The comments by Major-General Qassem Soleimani, who heads the Quds Force of the Guards, were the latest salvo in a war of words between the two countries.
"As a soldier, it is my duty to respond to your threats ... If you wants to use the language of threat ... talk to me, not to the president (Hassan Rouhani). It is not in our president's dignity to respond to you," Soleimani was quoted as saying by Iran's semi-official Tasnim news agency.
Soleimani's message was in essence a warning to the United States to stop threatening Iran with war or risk exposing itself to an Iranian response.

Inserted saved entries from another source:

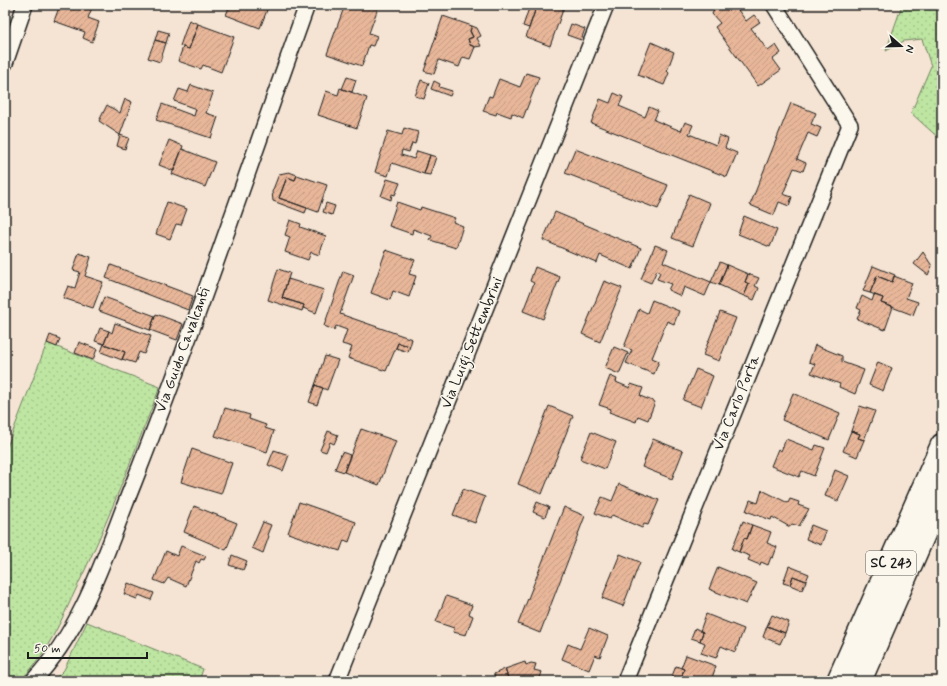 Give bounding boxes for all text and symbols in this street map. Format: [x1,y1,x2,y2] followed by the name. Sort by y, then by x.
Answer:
[881,26,921,66] north arrow
[902,43,917,55] text: N
[436,274,508,412] street label: Via Luigi Settembrini
[151,284,215,415] street label: Via Guido Cavalcanti
[709,352,766,454] street label: Via Carlo Porta
[866,551,916,575] road number: SC 243
[28,634,147,660] scale bar
[34,641,61,657] text: 50 m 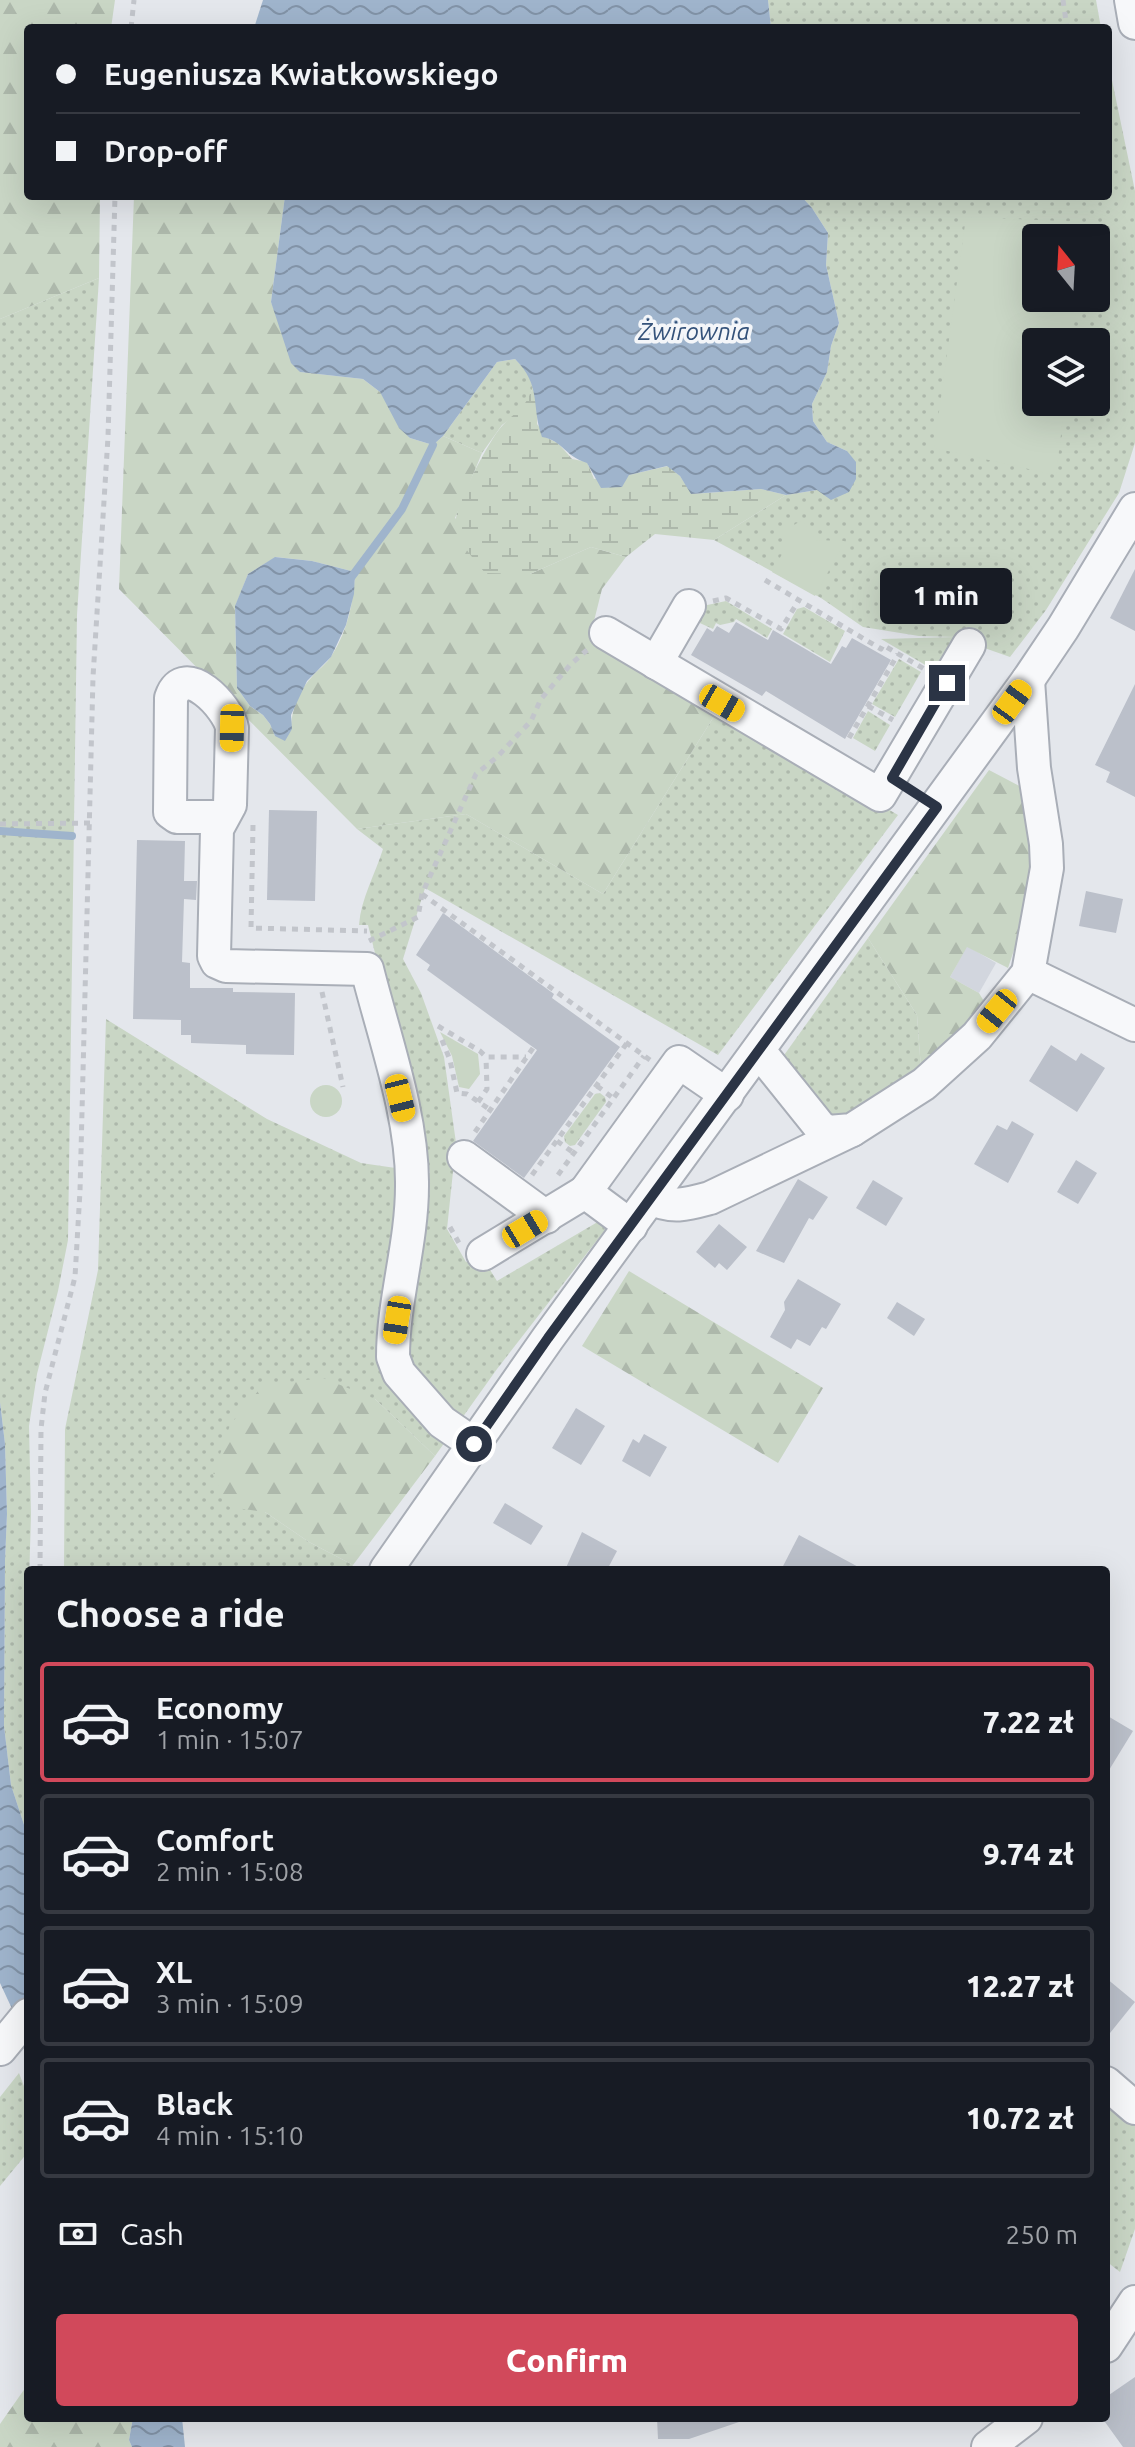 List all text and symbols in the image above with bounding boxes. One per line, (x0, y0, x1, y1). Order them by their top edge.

"We are near you, where you can't even imagine ... Come. We are ready ... If you begin the war, we will end the war," Tasnim news agency quoted Soleimani as saying. "You know that this war will destroy all that you possess."
Israel's Energy Minister Yuval Steinitz said the fiery rhetoric of Soleimani was only "empty talk" because Iran was aware of "the strength and might of the U.S. military".
On Sunday night, Trump said in a tweet directed at Rouhani: "Never, ever threaten the United States again or you will suffer consequences the likes of which few throughout history have ever suffered before. We are no longer a country that will stand for your demented words of violence & death. Be cautious!"
A few hours earlier, Rouhani had addressed Trump in a speech, saying that hostile U.S. policies could lead to "the mother of all wars".
Fanning the heightened tensions, U.S. national security adviser John Bolton said in a statement on Monday: "President Trump told me that if Iran does anything at all to the negative, they will pay a price like few countries have ever paid before."
Bolton is a proponent of interventionist foreign policy and was U.S. ambassador to the United Nations in the administration of George W. Bush during the Iraq war.
"You (Trump) threaten us with paying a price like few countries have ever paid. Trump, this is the language of night clubs and gambling halls," said Soleimani, who as Quds Force commander is in charge of the Revolutionary Guards' overseas operations.